Mi pare di aver capito che un eventuale confronto tra l’impronta di una calzatura lasciata diciotto anni fa e una nuova impronta sperimentale del sospettato possa essere ritenuto problematico nella sua esecuzione, poiché nel frattempo la persona in oggetto potrebbe aver modificato il proprio peso o la propria andatura.

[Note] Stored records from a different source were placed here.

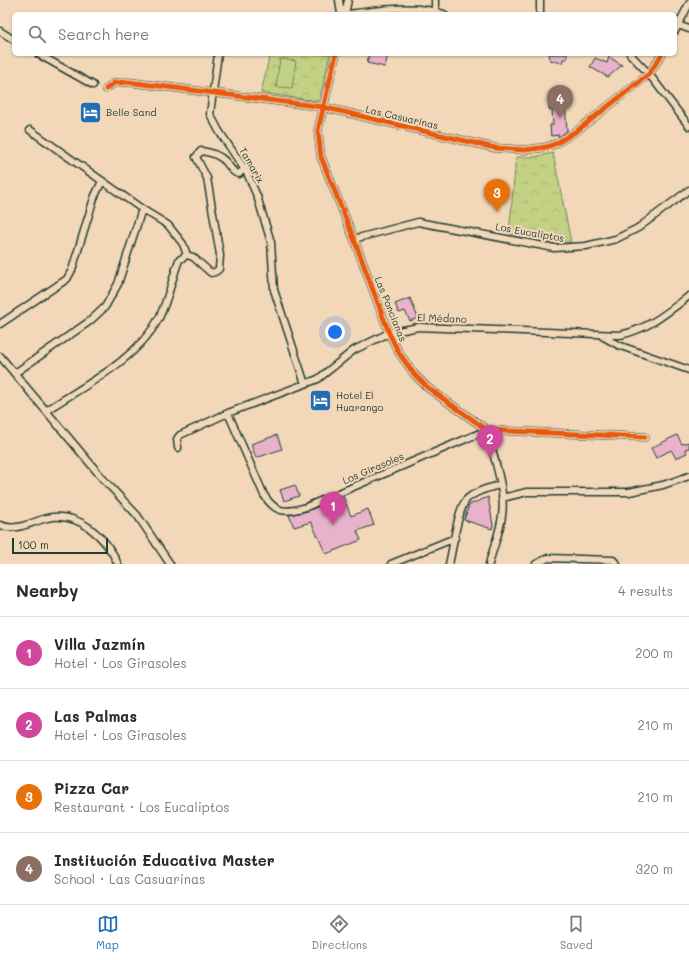 <!DOCTYPE html>
<meta charset="utf-8">
<style>
:root{--surface:#fff;--page:#f2f2f3;--text:#2b2b33;--muted:#7c7c81;--line:#e1e1e2;--accent:#1f6fb2}
body{margin:0;font-family:Mali,sans-serif;background:var(--page);color:var(--text)}
.scale{position:absolute;left:12px;bottom:10px;width:96px;box-sizing:border-box;padding-left:4px;border:2px solid #1f3d34;border-top:0;font-size:11px;line-height:14px;white-space:nowrap;color:#1f3d34;-webkit-text-stroke:3px #f2d8b9;paint-order:stroke}
.you{position:absolute;left:335px;top:332px;width:14px;height:14px;margin:-10px;border:3px solid #fff;border-radius:50%;background:#1a73e8;box-shadow:0 0 0 6px #1a73e833}
.badge{display:grid;place-items:center;width:26px;height:26px;border-radius:50%;background:var(--accent);color:#fff;font-size:13px;font-weight:700}
.pin{position:absolute;translate:-50% -33px;filter:drop-shadow(0 1px 2px #0008)}
.pin::after{content:'';position:absolute;top:21px;width:14px;height:12px;background:inherit;clip-path:polygon(0 0,100% 0,50% 100%)}
.list{margin:0;padding:0;list-style:none}
h2{display:flex;justify-content:space-between;align-items:center;height:52px;margin:0;padding:0 16px;font-size:17px}
h2 small{font-size:13px;font-weight:400;color:var(--muted)}
.list li{display:grid;grid-template-columns:26px 1fr auto;gap:12px;align-items:center;box-sizing:border-box;height:72px;padding:0 16px;border-top:1px solid var(--line)}
.list b{display:block;font-size:15px;white-space:nowrap}
.list p{margin:0;font-size:13px;white-space:nowrap;color:var(--muted)}
.list em{font-size:13px;font-style:normal;color:var(--muted)}
.icon{flex:none;width:22px;height:22px;fill:none;stroke:currentColor;stroke-width:2;stroke-linecap:round;stroke-linejoin:round}
.map{position:relative;flex:none;width:689px;height:564px;overflow:hidden}
.search{position:absolute;background:var(--surface);box-shadow:0 1px 3px #0004;left:12px;right:12px;top:12px;height:44px;display:flex;align-items:center;gap:10px;box-sizing:border-box;padding:0 14px;border-radius:6px;color:var(--muted);font-size:15px}
.sheet{height:340px;background:var(--surface)}
nav{display:flex;justify-content:space-around;align-items:center;box-sizing:border-box;height:56px;border-top:1px solid var(--line);background:var(--surface);font-size:11px;color:var(--muted)}
nav a{display:grid;justify-items:center;gap:2px}
nav .on{color:var(--accent)}
.map>svg:first-child{display:block}
.park{fill:url(#park-crowns);stroke:#71875c}
.pitch{fill:#c3d184;stroke:#71875c}
.building{fill:#e8b2ca;stroke:#1f3d34}
.lines{fill:none;stroke-linecap:round;stroke-linejoin:round}
.street-casing{stroke:#1f3d34;stroke-width:9}
.street{stroke:#f2d8b9;stroke-width:6}
.cycleway-casing{stroke:#f2d8b9;stroke-width:8}
.cycleway{stroke:#e8590c;stroke-width:5}
.labels{text-anchor:middle;dominant-baseline:central;stroke-width:4;stroke-linejoin:round;paint-order:stroke}
.poi-label{font-size:10px;fill:#1f3d34;stroke:#f2d8b9;text-anchor:start}
.street-label{font-size:10px;fill:#1f3d34;stroke:#f2d8b9}
</style>
<div class="map">
<svg width="689" height="564" viewBox="0 0 689 564">
<defs>
<pattern id="park-crowns" width="20" height="18" patternUnits="userSpaceOnUse"><rect width="20" height="18" fill="#c3d184"/><path d="M2 6a3 3 0 1 1 6 0M12 15a3 3 0 1 1 6 0" fill="none" stroke="#a7b473"/></pattern>
</defs>
<rect width="100%" height="100%" fill="#f2d8b9"/>
<filter id="ink" filterUnits="userSpaceOnUse"><feTurbulence type="fractalNoise" baseFrequency=".025" numOctaves="2"/><feDisplacementMap in="SourceGraphic" scale="8" xChannelSelector="R" yChannelSelector="G"/><feConvolveMatrix kernelMatrix="1 2 1 2 8 2 1 2 1" color-interpolation-filters="sRGB"/></filter>
<g filter="url(#ink)">
<path class="park" d="M270,54H330L319,101L261,93Z
M553,153L571,242H552L509,234L516,157H534Z"/>
<path class="pitch" d="M280,59L296,61L292,88L276,87Z"/>
<path class="building" d="M369,54H388L385,67L367,63Z
M549,54H567V59H563L562,63L550,60Z
M609,57L622,65L608,77L590,67L595,58L607,63Z
M565,102L567,131L559,137V135L551,136L550,125H553L552,110H549V103Z
M410,298L418,318L410,321L405,311L399,313L395,304Z
M277,435L282,449L256,458L251,444Z
M677,435L682,444L689,442V448L685,449L687,453L676,458L671,450L656,458L651,448Z
M295,485L299,496L284,501L280,490Z
M343,496L351,516L368,509L374,525L357,531L361,540L326,554L311,522L294,527L289,515L308,511Z
M488,497L493,525L492,529L464,520L469,505Z"/>
<g class="lines">
<defs>
<path id="street" d="M339,0L341,14
M435,0V11
M540,0V14
M345,14L348,0
M348,14C378,10 415,4 444,14
M678,25L689,29
M0,31L14,40
M675,31L689,4
M38,54L93,85
M218,54L210,114L219,131L247,173L257,196L271,242L274,290L305,384
M336,54L318,130L321,157L354,239L389,333L399,353L414,374L428,388L487,430L645,437
M630,54L649,74L689,126
M106,89L114,83L128,82L323,107L495,148L525,150L547,147L557,143L578,130L649,74L662,54
M30,130L142,209L168,225L183,244L187,255L193,257L211,273L215,272L219,269L220,255L207,178L196,157L201,151C209,152 219,155 225,161C230,166 232,173 239,174L244,169
M354,239L418,222L554,248L586,246L616,239L638,228L689,190
M0,324L67,279L72,270L94,198L102,181
M602,336L618,345L689,370
M0,356L104,480L137,515L170,564
M15,373L90,321L105,307L118,284L142,209
M47,410C85,385 137,360 159,318C168,300 172,279 179,260L187,255
M228,413L264,495C276,514 286,513 306,507L487,430C493,457 506,488 502,516C500,532 493,548 489,564
M178,448L177,439L180,435L228,413L318,379L354,350L389,333L418,327L620,335C648,329 667,313 689,296
M502,498L527,492H629L663,485L689,476
M0,525C17,532 31,522 47,518C79,511 106,537 118,564
M391,564L455,538
M449,564C453,549 457,511 466,500C475,491 489,488 500,485
M536,564L548,558L613,560L617,564"/>
</defs>
<use href="#street" class="street-casing"/>
<use href="#street" class="street"/>
<defs>
<path id="cycleway" d="M336,54L318,130L321,157L354,239L389,333L399,353L414,374L428,388L487,430L645,437
M106,89L114,83L128,82L323,107L495,148L525,150L547,147L557,143L578,130L649,74L662,54"/>
</defs>
<use href="#cycleway" class="cycleway-casing"/>
<use href="#cycleway" class="cycleway"/>
</g>
</g>
<defs>
<symbol id="hotel-square" viewBox="-11 -11 22 22"><rect x="-9" y="-9" width="18" height="18" rx="4" fill="#1f6fb2" stroke="#f2d8b9"/><path d="M-6-4.5h1.5V1H6V5H4.5V3h-9V5H-6ZM-4 0a1.8 1.8 0 1 1 3.6 0ZM.5 0V-2.5h3Q6-2.5 6 0Z" fill="#fff"/></symbol>
</defs>
<g fill-rule="evenodd">
<use href="#hotel-square" x="78" y="100" width="25" height="25"/>
<use href="#hotel-square" x="308" y="388" width="25" height="25"/>
</g>
<g class="labels">
<g class="poi-label">
<text x="106" y="112">Belle Sand</text>
<text x="336" y="395">Hotel El<tspan x="336" dy="12">Huarango</tspan></text>
</g>
<g class="street-label">
<text transform="translate(402 117) rotate(13)">Las Casuarinas</text>
<text transform="translate(252 165) rotate(60)">Tamarix</text>
<text transform="translate(530 232) rotate(10)">Los Eucaliptos</text>
<text transform="translate(391 309) rotate(68)">Las Poncianas</text>
<text transform="translate(442 318) rotate(2)">El Médano</text>
<text transform="translate(373 468) rotate(-23)">Los Girasoles</text>
</g>
</g>
</svg>
<div class="scale">100 m</div>
<div class="you"></div>
<div class="pin badge" style="left:333px;top:525px;background:#d1479c">1</div>
<div class="pin badge" style="left:490px;top:458px;background:#d1479c">2</div>
<div class="pin badge" style="left:497px;top:212px;background:#e8710a">3</div>
<div class="pin badge" style="left:560px;top:118px;background:#8d6e63">4</div>
<div class="search"><svg class="icon" aria-label="search" viewBox="0 0 24 24"><circle cx="10" cy="10" r="6"/><path d="M15 15l6 6"/></svg>Search here</div>
</div>
<section class="sheet">
<h2>Nearby<small>4 results</small></h2>
<ul class="list">
<li><span class="badge" style="background:#d1479c">1</span><div><b>Villa Jazmín</b><p>Hotel · Los Girasoles</p></div><em>200 m</em></li>
<li><span class="badge" style="background:#d1479c">2</span><div><b>Las Palmas</b><p>Hotel · Los Girasoles</p></div><em>210 m</em></li>
<li><span class="badge" style="background:#e8710a">3</span><div><b>Pizza Car</b><p>Restaurant · Los Eucaliptos</p></div><em>210 m</em></li>
<li><span class="badge" style="background:#8d6e63">4</span><div><b>Institución Educativa Master</b><p>School · Las Casuarinas</p></div><em>320 m</em></li>
</ul>
</section>
<nav>
<a class="on"><svg class="icon" aria-label="map" viewBox="0 0 24 24"><path d="M3 6l6-2 6 2 6-2v14l-6 2-6-2-6 2zM9 4v14M15 6v14"/></svg>Map</a>
<a><svg class="icon" aria-label="directions" viewBox="0 0 24 24"><path d="M12 3l9 9-9 9-9-9zM9 14v-3h6M13 9l2 2-2 2"/></svg>Directions</a>
<a><svg class="icon" aria-label="saved" viewBox="0 0 24 24"><path d="M7 4h10v16l-5-4-5 4z"/></svg>Saved</a>
</nav>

Si tratta, in effetti, di aspetti importanti, degni di considerazione e quindi opportunamente menzionati, che rappresentano spesso – se mi è concesso un latinismo – una crux desperationis per i consulenti tecnici chiamati a valutare la comparabilità di impronte distanti nel tempo; tuttavia, alla luce delle conoscenze forensi attuali, non sembrano emergere evidenze scientifiche definitive che indichino un effetto determinante di variazioni di peso o di andatura sulla morfologia complessiva della traccia di calzatura.

È senz’altro vero che variazioni corporee o posturali possono influenzare la distribuzione della pressione sul suolo, rendendo alcune zone dell’impronta più marcate o meno nitide. Tuttavia, forse occorre maggiore cautela nel proporre la lettura secondo cui i cambiamenti modifichino in modo sostanziale la forma generale o le caratteristiche identificative della suola.

Ricordiamo che parliamo di impronta lasciata dalla calzatura, ossia della geometria della suola, un elemento relativamente rigido che riflette il disegno industriale, le micro-usure e i danni unici della calzatura, non già l’impronta plantare della cute del n**o piede.

Un aumento di peso può accentuare la profondità della traccia, ma non ne altera il contorno planimetrico né la disposizione dei tasselli, che dipendono dal modello e dallo stato fisico della suola, non dalla fisiologia dell’individuo. L’anatomia del piede adulto, inoltre, è una struttura ossea e articolare generalmente stabile: salvo condizioni patologiche specifiche — deformità acquisite, neuropatie, artrosi avanzata, atrofie muscolari — la sua morfologia rimane pressoché invariata nel tempo.

Pertanto, eventuali discrepanze tra l’impronta risalente alla cronologia del delitto e una nuova impronta sperimentale sono più verosimilmente attribuibili a differenze strumentali o ambientali (superficie, pressione, materiale di appoggio, stato/età di usura della suola, metodo di acquisizione) che non a mutamenti anatomici o ponderali del soggetto.

Lascio in calce un po' di letteratura scientifica sul tema.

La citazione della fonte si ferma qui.